Quality controlling data entry to prevent duplicates

I have a vendor database with over 1,000 unique vendors and am looking for a way to quality control new entries to avoid duplicates in a VENDOR NAME column (note that there is a separate VENDOR ID # column).

One way of doing this seems to be through formatting the VENDOR NAME column as a dropdown while NOT restricting to list values only. When someone goes to add a new vendor, if that vendor name was already entered previously, it will populate in the dropdown and thus alert the data entrant that the vendor already exists in the database. The drawbacks are that when genuine new vendors are added they do not automatically get added to the dropdown list for future reference, which means the dropdown data would need to be manually updated on a regular basis. And, the dropdown will only show entries when the spelling is identical starting from the beginning of the text string. For example, if a vendor named "ABC Happy Man LLC" was in the sheet and someone entered "Happy Man LLC" then the dropdown would not show the previous entry since the text string starts with "ABC".

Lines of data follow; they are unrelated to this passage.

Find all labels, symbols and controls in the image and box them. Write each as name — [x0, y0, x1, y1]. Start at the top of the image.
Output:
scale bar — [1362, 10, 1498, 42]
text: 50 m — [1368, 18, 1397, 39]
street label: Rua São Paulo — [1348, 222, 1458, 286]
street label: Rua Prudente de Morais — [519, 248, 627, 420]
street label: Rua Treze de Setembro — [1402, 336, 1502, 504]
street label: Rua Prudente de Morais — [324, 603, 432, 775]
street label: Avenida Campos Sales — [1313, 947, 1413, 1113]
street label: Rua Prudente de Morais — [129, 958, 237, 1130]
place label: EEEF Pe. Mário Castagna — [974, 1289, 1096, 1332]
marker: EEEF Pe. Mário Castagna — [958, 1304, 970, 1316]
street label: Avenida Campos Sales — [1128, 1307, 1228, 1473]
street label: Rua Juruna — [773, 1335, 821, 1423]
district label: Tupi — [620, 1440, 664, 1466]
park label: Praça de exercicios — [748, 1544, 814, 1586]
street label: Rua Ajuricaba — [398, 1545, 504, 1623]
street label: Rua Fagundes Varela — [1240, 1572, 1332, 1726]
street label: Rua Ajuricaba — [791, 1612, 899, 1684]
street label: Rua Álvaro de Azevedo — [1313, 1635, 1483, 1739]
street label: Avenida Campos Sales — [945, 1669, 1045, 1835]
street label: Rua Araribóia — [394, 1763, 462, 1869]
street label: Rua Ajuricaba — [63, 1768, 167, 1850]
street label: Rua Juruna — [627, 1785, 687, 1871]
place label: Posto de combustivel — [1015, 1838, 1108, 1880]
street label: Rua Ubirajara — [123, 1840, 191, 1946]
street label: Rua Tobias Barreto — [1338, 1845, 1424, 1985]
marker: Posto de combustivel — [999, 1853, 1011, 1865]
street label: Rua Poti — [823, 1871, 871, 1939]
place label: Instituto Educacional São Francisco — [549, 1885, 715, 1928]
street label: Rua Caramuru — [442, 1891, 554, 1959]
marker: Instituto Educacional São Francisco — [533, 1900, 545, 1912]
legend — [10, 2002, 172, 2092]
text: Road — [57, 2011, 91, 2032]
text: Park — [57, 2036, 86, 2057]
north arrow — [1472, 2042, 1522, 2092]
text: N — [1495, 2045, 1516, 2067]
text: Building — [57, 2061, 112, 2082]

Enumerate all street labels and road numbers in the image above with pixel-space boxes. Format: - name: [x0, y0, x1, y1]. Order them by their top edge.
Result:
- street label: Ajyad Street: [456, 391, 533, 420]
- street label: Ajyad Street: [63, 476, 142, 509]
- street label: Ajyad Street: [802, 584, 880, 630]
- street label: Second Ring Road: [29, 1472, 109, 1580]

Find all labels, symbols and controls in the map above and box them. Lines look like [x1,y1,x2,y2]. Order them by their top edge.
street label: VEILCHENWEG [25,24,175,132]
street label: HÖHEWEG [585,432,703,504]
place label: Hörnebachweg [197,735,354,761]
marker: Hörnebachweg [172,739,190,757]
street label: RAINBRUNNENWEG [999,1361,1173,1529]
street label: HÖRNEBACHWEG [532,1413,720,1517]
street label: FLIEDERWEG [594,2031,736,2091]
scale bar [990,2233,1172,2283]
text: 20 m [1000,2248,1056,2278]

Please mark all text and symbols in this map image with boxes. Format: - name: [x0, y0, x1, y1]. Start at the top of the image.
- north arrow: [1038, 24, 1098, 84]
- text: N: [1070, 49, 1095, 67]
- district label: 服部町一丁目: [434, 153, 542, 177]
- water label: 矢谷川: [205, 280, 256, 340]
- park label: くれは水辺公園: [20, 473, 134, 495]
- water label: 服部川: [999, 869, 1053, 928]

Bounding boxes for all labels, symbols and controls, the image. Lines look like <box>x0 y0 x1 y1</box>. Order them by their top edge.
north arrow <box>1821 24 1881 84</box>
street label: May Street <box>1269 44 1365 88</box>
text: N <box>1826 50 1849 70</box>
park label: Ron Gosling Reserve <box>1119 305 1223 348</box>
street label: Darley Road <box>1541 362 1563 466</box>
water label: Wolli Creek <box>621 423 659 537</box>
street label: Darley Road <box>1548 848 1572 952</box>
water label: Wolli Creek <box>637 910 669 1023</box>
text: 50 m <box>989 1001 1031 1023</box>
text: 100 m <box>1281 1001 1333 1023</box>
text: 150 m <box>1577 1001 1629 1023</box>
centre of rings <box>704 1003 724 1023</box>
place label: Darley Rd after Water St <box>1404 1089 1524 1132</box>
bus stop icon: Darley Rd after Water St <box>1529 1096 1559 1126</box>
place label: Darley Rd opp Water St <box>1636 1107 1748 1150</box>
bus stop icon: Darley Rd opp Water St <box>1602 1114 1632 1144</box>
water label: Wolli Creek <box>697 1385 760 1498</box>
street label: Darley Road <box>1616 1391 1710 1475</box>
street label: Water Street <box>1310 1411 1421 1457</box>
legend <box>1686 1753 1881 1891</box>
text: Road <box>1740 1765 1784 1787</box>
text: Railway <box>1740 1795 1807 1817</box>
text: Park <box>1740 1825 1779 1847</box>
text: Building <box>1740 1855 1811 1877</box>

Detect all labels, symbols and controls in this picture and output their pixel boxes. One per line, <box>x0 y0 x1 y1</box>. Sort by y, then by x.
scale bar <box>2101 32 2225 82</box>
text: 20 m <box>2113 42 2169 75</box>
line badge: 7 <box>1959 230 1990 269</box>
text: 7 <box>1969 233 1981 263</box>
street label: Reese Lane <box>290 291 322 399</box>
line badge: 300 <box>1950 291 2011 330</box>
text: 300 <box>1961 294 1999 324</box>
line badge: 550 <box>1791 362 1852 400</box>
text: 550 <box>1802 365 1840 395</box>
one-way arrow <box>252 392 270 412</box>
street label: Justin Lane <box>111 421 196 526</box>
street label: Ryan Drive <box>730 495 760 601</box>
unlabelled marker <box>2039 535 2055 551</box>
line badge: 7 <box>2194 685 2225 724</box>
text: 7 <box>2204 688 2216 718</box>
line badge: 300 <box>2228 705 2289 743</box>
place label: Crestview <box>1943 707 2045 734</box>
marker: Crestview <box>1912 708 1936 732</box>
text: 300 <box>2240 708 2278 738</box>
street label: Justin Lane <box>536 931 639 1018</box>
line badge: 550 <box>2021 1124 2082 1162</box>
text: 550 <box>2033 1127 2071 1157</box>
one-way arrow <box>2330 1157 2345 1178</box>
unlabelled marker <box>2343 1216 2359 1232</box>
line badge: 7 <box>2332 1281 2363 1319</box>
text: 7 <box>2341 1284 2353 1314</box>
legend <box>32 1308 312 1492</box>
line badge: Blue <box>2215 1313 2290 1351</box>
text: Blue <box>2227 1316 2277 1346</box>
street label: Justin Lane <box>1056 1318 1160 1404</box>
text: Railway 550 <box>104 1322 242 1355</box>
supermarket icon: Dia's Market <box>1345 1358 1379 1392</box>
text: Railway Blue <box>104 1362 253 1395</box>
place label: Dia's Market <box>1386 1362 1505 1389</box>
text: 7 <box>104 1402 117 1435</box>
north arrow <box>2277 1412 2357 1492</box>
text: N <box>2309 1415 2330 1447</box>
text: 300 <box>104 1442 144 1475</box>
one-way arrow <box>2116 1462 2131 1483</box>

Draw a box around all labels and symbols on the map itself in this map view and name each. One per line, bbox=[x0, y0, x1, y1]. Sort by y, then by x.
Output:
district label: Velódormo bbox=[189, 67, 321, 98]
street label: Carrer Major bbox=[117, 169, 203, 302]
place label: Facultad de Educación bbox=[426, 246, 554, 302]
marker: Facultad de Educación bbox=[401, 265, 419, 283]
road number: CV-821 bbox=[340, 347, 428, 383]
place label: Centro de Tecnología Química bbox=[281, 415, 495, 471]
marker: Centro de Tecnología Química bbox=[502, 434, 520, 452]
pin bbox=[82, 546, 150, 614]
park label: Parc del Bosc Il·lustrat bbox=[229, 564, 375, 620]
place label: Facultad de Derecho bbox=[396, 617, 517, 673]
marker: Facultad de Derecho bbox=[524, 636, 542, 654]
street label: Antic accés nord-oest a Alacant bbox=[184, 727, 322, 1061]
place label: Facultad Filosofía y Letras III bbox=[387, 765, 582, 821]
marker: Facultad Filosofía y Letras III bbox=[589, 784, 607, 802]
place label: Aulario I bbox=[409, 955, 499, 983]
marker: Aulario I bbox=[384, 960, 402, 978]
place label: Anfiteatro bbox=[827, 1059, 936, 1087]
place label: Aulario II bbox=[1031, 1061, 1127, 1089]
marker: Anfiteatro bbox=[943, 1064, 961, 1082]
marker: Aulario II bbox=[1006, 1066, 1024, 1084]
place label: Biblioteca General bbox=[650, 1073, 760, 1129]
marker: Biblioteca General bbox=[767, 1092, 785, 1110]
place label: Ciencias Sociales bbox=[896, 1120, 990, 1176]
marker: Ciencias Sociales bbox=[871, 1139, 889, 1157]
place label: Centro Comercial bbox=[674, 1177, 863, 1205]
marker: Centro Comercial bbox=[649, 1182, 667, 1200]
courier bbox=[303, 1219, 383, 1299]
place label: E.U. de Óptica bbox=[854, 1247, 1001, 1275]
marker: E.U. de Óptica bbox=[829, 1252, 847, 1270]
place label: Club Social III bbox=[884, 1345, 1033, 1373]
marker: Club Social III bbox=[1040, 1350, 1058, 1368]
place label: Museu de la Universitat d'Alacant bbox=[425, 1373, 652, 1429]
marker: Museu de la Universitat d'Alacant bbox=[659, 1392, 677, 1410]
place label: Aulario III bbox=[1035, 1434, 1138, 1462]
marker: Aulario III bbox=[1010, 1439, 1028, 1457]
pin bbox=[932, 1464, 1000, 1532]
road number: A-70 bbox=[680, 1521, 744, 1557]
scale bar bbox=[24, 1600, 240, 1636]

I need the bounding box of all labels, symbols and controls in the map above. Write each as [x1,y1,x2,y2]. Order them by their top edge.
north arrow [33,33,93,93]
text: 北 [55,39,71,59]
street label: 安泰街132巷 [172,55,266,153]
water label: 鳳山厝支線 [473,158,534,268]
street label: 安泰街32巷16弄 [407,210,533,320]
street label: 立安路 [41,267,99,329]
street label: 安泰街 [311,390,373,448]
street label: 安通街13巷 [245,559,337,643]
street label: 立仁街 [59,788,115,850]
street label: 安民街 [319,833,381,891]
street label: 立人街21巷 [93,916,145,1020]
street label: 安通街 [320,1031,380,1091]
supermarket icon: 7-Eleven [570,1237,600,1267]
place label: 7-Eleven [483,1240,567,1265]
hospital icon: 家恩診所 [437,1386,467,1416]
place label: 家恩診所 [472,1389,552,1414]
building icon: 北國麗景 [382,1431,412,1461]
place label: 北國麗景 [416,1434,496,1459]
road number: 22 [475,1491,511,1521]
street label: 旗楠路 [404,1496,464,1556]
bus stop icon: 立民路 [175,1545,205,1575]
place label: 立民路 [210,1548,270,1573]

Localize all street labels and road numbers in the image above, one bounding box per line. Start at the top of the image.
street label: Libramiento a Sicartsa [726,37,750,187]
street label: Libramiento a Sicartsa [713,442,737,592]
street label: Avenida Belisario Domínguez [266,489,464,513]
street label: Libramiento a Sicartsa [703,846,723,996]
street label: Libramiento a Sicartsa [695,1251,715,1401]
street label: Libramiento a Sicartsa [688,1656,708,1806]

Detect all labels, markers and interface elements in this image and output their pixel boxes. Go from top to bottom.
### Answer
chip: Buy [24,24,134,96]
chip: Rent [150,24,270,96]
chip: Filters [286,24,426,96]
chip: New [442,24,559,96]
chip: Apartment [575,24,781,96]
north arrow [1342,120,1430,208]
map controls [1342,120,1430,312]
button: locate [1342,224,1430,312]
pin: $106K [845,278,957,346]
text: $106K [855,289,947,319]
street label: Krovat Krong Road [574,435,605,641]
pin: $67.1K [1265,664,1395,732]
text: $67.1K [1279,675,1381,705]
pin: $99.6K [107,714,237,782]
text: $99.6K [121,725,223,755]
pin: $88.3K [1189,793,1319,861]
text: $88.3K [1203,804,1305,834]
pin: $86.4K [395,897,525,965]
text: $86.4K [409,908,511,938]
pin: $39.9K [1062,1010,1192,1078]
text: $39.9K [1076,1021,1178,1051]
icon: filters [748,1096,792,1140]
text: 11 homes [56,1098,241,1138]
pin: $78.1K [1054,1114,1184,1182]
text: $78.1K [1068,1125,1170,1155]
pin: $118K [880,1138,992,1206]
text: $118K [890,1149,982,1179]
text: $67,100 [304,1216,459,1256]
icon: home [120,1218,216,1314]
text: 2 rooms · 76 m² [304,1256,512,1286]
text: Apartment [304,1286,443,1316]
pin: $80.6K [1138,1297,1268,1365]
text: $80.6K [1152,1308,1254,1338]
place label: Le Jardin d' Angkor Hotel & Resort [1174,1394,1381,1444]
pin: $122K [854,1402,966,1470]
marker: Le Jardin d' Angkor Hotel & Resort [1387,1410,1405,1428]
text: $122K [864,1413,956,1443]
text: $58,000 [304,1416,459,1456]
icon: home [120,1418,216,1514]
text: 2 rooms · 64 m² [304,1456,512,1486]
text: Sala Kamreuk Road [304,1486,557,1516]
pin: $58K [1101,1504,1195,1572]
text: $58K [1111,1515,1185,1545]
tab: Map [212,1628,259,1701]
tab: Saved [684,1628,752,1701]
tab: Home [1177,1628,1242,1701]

Is there another approach to quality control our VENDOR NAME column to ensure that duplicate information is not being entered?

Best Answer

Answers

  • Danielle Arteaga
    Danielle Arteaga ✭✭✭✭✭✭

    How are you using the VENDOR ID# column? Is that auto-created or are the vendors assigned a unique number in some other system? My instinct is that you solution lies in using that ID # column, because the variations on spellings or formatting of a vendor's name will be very hard to QA through automation.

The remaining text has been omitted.